Des agropaysagistes et des producteurs-animateurs en devenir

Guillaume Morel-Chevillet, qui est chercheur et responsable végétal urbain pour Astredhor, auteur d’un livre sur les métiers en agriculture urbaine (1), a illustré une grande diversité – multiforme – des approches et réalisations dans le domaine.

Il a noté l’importance des métiers de créateurs de liens sociaux et d’animation ainsi que de concepteurs de services aux exploitants et aux entreprises. Entre autres s’installent les métiers de concepteur-animateur et de producteur-animateur en agriculture urbaine. Dans les projets qu’il référence en « paysages comestibles » interviennent des animateurs-agropaysagistes. Des capitaux importants sont investis dans les fermes et microfermes urbaines spé­cialisées, verticales, au sol ou sur les toitures, fermées ou bien ouvertes à l’économie circulaire.
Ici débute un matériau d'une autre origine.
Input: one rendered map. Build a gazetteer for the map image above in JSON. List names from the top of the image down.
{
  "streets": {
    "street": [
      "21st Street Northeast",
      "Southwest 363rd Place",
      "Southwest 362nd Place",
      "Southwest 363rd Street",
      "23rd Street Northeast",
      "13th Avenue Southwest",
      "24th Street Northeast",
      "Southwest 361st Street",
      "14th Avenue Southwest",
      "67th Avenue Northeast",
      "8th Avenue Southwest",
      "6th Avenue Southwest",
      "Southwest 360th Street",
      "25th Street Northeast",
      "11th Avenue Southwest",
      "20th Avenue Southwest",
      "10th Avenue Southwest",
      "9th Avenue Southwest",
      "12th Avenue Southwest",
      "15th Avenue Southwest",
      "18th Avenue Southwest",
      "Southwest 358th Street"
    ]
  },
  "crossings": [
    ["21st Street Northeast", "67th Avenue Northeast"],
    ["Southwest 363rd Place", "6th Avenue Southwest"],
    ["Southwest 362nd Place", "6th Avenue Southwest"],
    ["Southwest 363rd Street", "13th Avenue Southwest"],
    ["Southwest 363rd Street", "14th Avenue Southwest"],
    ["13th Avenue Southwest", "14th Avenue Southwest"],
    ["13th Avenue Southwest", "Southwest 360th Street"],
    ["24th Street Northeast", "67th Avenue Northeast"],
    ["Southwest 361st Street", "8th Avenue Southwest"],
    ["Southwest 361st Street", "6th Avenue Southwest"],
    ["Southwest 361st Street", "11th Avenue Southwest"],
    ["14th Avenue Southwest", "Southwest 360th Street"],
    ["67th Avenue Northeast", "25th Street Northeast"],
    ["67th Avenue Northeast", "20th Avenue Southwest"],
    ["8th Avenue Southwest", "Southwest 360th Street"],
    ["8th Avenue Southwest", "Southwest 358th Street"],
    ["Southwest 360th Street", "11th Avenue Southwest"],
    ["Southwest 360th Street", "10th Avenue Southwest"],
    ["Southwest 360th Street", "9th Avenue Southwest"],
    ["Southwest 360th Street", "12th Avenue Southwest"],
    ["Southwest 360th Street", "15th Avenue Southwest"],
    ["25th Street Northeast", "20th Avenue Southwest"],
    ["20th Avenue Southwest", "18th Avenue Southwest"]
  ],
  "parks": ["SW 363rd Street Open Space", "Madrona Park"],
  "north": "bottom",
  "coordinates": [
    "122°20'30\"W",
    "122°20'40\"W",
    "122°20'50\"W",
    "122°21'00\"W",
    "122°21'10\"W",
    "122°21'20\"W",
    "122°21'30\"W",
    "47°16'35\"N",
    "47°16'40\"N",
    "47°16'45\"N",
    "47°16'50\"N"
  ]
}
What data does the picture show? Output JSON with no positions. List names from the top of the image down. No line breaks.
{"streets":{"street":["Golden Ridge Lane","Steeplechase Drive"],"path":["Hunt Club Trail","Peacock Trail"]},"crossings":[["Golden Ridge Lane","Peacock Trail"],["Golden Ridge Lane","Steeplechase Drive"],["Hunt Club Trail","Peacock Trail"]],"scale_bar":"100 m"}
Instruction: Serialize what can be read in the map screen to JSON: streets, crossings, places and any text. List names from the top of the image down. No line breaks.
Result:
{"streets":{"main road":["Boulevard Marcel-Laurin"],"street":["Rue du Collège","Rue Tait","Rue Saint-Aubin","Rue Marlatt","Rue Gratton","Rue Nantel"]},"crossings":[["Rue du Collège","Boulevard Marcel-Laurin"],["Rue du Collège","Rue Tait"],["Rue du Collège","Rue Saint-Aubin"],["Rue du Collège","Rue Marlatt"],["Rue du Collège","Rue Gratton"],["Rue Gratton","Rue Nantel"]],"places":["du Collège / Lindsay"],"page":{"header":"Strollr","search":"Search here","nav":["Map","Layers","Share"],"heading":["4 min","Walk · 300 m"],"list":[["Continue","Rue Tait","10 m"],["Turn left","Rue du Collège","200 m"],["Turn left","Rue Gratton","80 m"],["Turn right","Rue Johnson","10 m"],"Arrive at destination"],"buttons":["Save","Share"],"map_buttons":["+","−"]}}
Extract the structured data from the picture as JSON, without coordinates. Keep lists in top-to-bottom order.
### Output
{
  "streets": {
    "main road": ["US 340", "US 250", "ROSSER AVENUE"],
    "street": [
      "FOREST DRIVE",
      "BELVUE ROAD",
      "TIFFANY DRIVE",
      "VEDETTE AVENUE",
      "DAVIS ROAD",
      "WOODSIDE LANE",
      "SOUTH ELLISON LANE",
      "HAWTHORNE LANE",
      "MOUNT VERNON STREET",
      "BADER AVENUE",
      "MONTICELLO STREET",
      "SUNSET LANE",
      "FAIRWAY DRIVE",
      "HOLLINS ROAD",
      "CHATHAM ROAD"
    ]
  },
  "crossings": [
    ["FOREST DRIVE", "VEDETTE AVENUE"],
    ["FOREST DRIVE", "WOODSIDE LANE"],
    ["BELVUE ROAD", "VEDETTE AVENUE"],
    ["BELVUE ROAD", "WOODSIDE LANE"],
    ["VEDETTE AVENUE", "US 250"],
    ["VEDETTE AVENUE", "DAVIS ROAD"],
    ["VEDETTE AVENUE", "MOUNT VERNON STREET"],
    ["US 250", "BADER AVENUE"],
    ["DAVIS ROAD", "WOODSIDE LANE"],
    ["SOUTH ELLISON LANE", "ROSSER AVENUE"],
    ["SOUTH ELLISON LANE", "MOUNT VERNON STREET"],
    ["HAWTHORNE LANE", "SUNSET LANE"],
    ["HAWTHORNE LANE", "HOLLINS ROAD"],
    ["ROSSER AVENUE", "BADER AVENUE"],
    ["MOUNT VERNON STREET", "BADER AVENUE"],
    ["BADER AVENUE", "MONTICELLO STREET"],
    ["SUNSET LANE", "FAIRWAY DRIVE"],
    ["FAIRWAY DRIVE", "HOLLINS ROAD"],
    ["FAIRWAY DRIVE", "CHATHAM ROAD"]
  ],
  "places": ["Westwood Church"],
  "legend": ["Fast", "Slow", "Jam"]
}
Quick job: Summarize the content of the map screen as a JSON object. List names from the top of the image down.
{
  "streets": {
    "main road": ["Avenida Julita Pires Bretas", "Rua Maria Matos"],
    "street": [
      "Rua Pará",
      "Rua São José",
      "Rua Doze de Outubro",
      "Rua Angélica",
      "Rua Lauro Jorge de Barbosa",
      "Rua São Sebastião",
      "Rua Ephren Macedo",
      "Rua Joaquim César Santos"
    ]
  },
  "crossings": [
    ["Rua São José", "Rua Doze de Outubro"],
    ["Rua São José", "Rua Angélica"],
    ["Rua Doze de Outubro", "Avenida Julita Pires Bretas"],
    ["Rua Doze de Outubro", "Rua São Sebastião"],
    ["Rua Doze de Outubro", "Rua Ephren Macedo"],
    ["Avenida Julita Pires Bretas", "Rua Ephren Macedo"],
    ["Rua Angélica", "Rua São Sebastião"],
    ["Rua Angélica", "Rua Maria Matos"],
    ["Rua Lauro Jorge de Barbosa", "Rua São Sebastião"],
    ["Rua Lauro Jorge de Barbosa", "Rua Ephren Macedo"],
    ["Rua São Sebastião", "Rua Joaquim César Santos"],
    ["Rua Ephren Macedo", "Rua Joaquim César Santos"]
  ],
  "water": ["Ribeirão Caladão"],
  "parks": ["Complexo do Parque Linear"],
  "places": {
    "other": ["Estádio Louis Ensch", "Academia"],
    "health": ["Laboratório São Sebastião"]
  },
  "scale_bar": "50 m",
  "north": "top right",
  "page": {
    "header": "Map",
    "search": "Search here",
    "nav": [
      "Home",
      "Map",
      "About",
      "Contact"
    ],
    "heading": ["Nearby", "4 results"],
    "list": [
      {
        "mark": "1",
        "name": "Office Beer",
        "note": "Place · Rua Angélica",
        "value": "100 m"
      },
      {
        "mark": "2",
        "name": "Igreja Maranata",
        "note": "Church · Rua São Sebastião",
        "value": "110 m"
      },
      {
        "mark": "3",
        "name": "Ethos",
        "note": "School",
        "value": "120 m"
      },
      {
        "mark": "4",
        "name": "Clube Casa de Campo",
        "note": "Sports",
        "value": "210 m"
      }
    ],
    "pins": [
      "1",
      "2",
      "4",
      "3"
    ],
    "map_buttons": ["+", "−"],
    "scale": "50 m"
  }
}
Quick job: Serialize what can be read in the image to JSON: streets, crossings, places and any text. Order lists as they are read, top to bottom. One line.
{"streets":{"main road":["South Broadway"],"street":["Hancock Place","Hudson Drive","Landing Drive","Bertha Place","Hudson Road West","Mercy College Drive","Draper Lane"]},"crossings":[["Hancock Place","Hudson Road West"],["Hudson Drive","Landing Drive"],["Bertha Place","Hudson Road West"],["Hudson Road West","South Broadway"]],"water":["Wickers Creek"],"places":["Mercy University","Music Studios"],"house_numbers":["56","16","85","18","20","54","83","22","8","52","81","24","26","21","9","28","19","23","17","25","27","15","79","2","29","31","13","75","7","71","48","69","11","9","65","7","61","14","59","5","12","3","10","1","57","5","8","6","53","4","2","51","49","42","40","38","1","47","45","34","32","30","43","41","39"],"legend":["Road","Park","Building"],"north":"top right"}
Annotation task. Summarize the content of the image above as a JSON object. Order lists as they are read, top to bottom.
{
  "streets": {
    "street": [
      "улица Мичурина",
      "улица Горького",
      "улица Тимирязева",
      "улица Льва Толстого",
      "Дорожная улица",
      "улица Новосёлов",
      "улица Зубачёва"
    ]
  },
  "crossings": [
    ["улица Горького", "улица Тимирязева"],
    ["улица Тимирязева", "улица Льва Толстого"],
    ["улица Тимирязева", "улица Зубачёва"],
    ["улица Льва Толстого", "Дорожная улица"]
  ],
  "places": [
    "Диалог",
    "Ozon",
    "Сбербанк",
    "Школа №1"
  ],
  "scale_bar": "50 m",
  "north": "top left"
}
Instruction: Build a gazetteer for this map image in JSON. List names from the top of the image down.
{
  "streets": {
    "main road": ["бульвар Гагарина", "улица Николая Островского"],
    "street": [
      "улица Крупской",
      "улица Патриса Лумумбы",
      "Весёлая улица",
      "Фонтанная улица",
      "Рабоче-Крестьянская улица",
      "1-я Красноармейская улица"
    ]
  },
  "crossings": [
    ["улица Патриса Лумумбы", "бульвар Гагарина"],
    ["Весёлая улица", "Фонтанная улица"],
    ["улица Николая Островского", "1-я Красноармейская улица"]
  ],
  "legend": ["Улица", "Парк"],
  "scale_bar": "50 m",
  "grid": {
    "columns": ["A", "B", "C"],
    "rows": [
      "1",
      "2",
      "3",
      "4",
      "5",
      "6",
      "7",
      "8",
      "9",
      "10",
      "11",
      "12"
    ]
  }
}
Ainsi, à Philadelphie ou New York (États-Unis), à Singapour, à Tokyo (Japon), à Montréal (Canada), à La Haye (Pays-Bas), en Allemagne, en Belgique, au Luxembourg, à Paris ou Marseille (13), à Romainville (93) ou Nîmes (30)… ces écosystèmes nourriciers, potagers expérimentaux et autres potagers partagés ou jardins pédagogiques mêlent des besoins en connaissances et compétences à la fois en low-tech et en high-tech. Les fonctions de producteur, d’animateur, de paysagiste et d’agriculteur n’ont plus de frontières.

Tandis que des « paysans urbains » élèvent des micropousses comme des fleurs comestibles, des « bergers urbains » investissent les nouveaux espaces en ville (écopâturages). Cer­tains autres fermiers associent – en productions circulaires – des végétaux et de l’élevage (aquaponie).

Guillaume Morel-Chevillet avance également les notions de « food urbanisme », d’agriculture « métropolitaine » ou même de « villes agri­coles » (ainsi Amsterdam, aux Pays-Bas). Autant de nouvelles pratiques autour desquelles s’invente et se greffe toute une chaîne logistique urbaine, donc un panel de métiers devenus indispensables (à l’instar de la livraison rapide, un producteur vendant via des distributeurs automatiques, des exploitants organisés pour la vente collective...).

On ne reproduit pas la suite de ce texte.